1. Where, on a trial for murder, a witness for the Commonwealth contradicts the testimony which she gave at the coroner's hearing as to the identification of defendant, the district attorney may ask her on cross-examination for an explanation of the change in her evidence, and whether she had not directly identified defendant at the coroner's hearing.
2. In such case, no harm was done defendant if the court expressly charged the jury that such proof was not to be treated as substantive evidence, but considered as affecting generally the credibility of the witness examined.
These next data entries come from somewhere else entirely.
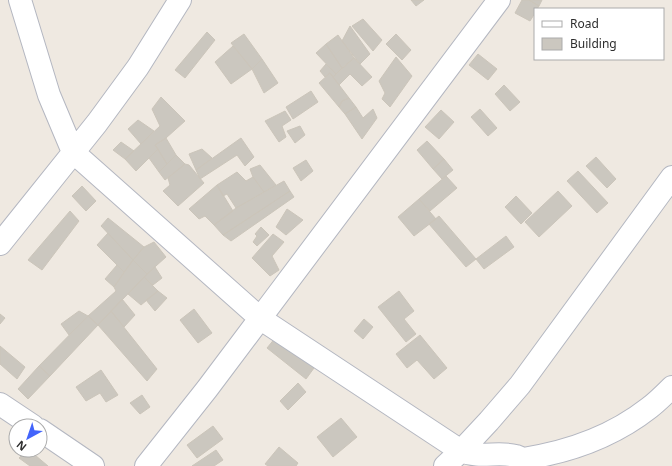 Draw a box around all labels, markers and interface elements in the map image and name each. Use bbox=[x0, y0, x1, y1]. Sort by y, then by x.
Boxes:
legend bbox=[534, 8, 664, 60]
text: Road bbox=[570, 15, 599, 32]
text: Building bbox=[570, 35, 617, 52]
north arrow bbox=[8, 418, 48, 458]
text: N bbox=[13, 437, 30, 455] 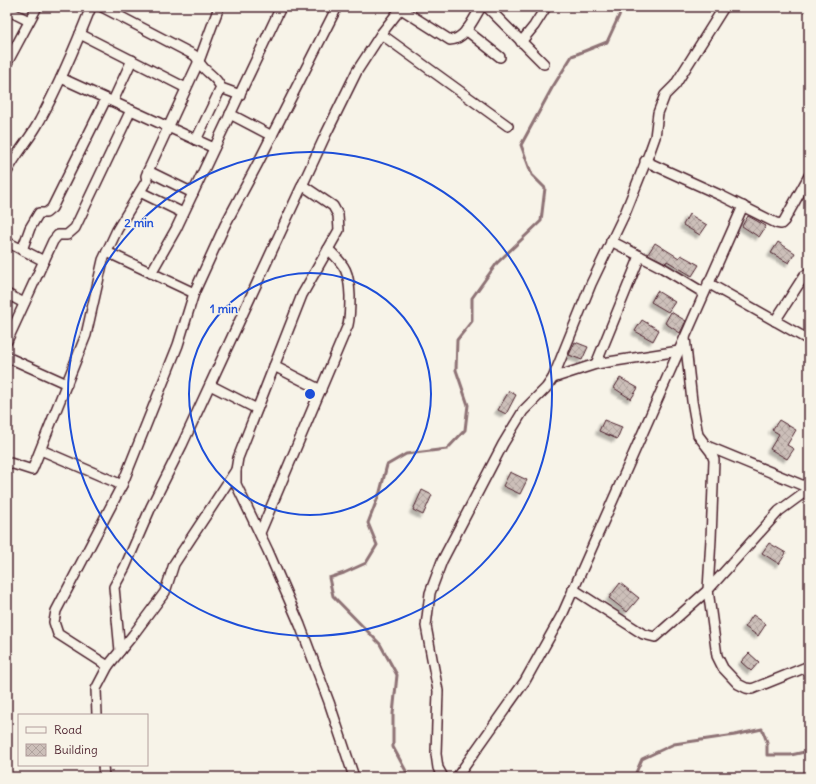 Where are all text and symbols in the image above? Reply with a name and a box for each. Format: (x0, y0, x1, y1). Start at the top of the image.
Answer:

3. On a murder trial, a declaration of a third person to a witness for the Commonwealth is admissible, where such declaration was made in the presence and within the hearing of defendant. Criminal law — Murder — Statement of district attorney — Withdrawal of juror — Discretion of court — Abuse.
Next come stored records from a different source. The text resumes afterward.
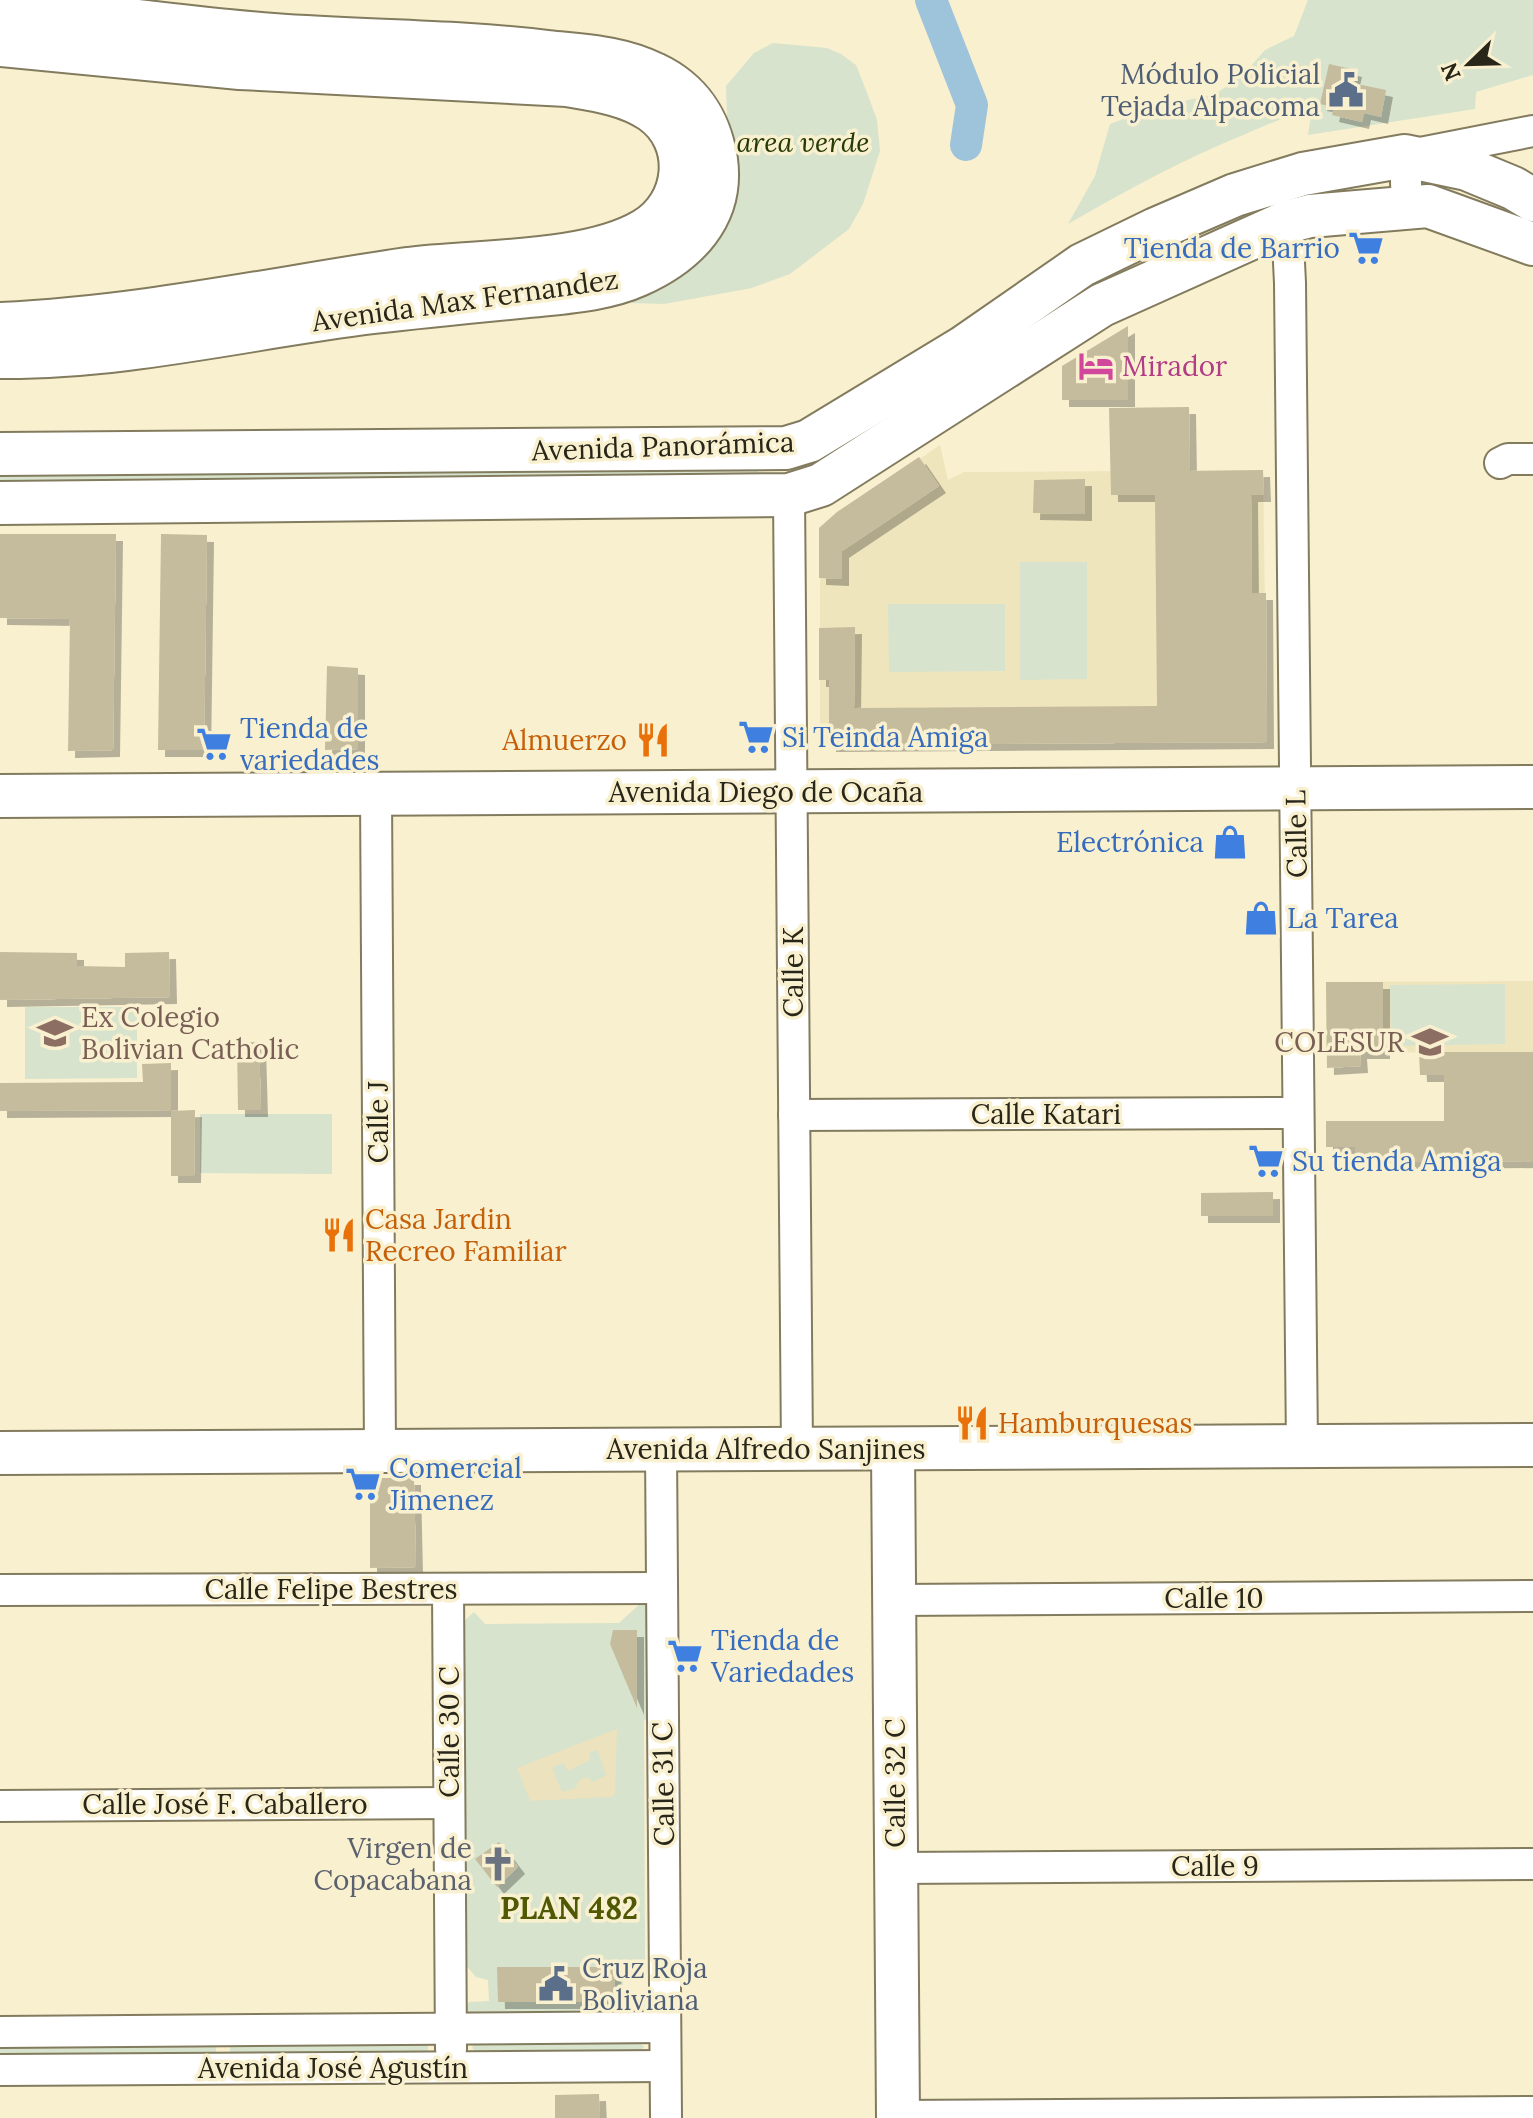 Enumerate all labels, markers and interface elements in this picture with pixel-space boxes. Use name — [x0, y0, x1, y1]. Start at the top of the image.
north arrow — [1429, 24, 1509, 104]
place label: Módulo Policial Tejada Alpacoma — [1101, 56, 1320, 124]
text: N — [1434, 59, 1467, 85]
public building icon: Módulo Policial Tejada Alpacoma — [1327, 71, 1365, 109]
park label: area verde — [736, 124, 870, 160]
supermarket icon: Tienda de Barrio — [1347, 229, 1385, 267]
place label: Tienda de Barrio — [1124, 230, 1340, 266]
street label: Avenida Max Fernandez — [309, 261, 620, 339]
hotel icon: Mirador — [1077, 347, 1115, 385]
place label: Mirador — [1122, 348, 1227, 384]
street label: Avenida Panorámica — [530, 423, 795, 469]
place label: Tienda de variedades — [240, 710, 379, 778]
supermarket icon: Si Teinda Amiga — [737, 718, 775, 756]
place label: Si Teinda Amiga — [782, 719, 988, 755]
restaurant icon: Almuerzo — [634, 721, 672, 759]
place label: Almuerzo — [501, 722, 627, 758]
supermarket icon: Tienda de variedades — [195, 725, 233, 763]
street label: Avenida Diego de Ocaña — [608, 774, 923, 810]
street label: Calle L — [1277, 790, 1315, 878]
shop icon: Electrónica — [1211, 823, 1249, 861]
place label: Electrónica — [1056, 824, 1204, 860]
shop icon: La Tarea — [1242, 899, 1280, 937]
place label: La Tarea — [1287, 900, 1399, 936]
street label: Calle K — [775, 927, 811, 1017]
place label: Ex Colegio Bolivian Catholic — [81, 999, 299, 1067]
school or university icon: Ex Colegio Bolivian Catholic — [36, 1014, 74, 1052]
school or university icon: COLESUR — [1411, 1023, 1449, 1061]
place label: COLESUR — [1274, 1024, 1404, 1060]
street label: Calle J — [360, 1081, 396, 1163]
street label: Calle Katari — [971, 1096, 1121, 1132]
supermarket icon: Su tienda Amiga — [1247, 1142, 1285, 1180]
place label: Su tienda Amiga — [1292, 1143, 1502, 1179]
place label: Casa Jardin Recreo Familiar — [365, 1201, 567, 1269]
restaurant icon: Casa Jardin Recreo Familiar — [320, 1216, 358, 1254]
restaurant icon: Hamburquesas — [953, 1404, 991, 1442]
place label: Hamburquesas — [998, 1405, 1192, 1441]
street label: Avenida Alfredo Sanjines — [605, 1431, 926, 1467]
place label: Comercial Jimenez — [388, 1450, 522, 1518]
supermarket icon: Comercial Jimenez — [344, 1465, 382, 1503]
street label: Calle Felipe Bestres — [204, 1571, 458, 1607]
street label: Calle 10 — [1164, 1580, 1264, 1616]
place label: Tienda de Variedades — [710, 1622, 854, 1690]
supermarket icon: Tienda de Variedades — [666, 1637, 704, 1675]
street label: Calle 30 C — [431, 1666, 467, 1798]
street label: Calle 32 C — [877, 1718, 913, 1848]
street label: Calle 31 C — [644, 1721, 682, 1847]
street label: Calle José F. Caballero — [82, 1786, 368, 1822]
place label: Virgen de Copacabana — [313, 1830, 472, 1898]
church icon: Virgen de Copacabana — [479, 1845, 517, 1883]
street label: Calle 9 — [1171, 1848, 1259, 1884]
district label: PLAN 482 — [500, 1889, 638, 1927]
place label: Cruz Roja Boliviana — [582, 1950, 708, 2018]
public building icon: Cruz Roja Boliviana — [537, 1965, 575, 2003]
street label: Avenida José Agustín — [197, 2050, 468, 2086]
4. On the trial of an indictment for murder where the evidence shows that two persons on whom the Commonwealth had relied as witnesses had left the jurisdiction of the court, and that the Commonwealth had made unavailing efforts to find them, it is not error for the court to refuse to withdraw a juror because the district attorney said to the jury "I will ask you to say that they are staying away from the jurisdiction for the purpose of helping this criminal."
5. In such case, the ruling is justified because the jury could have drawn an inference that the witnesses might have absented themselves because they had the desire not to harm the defendant.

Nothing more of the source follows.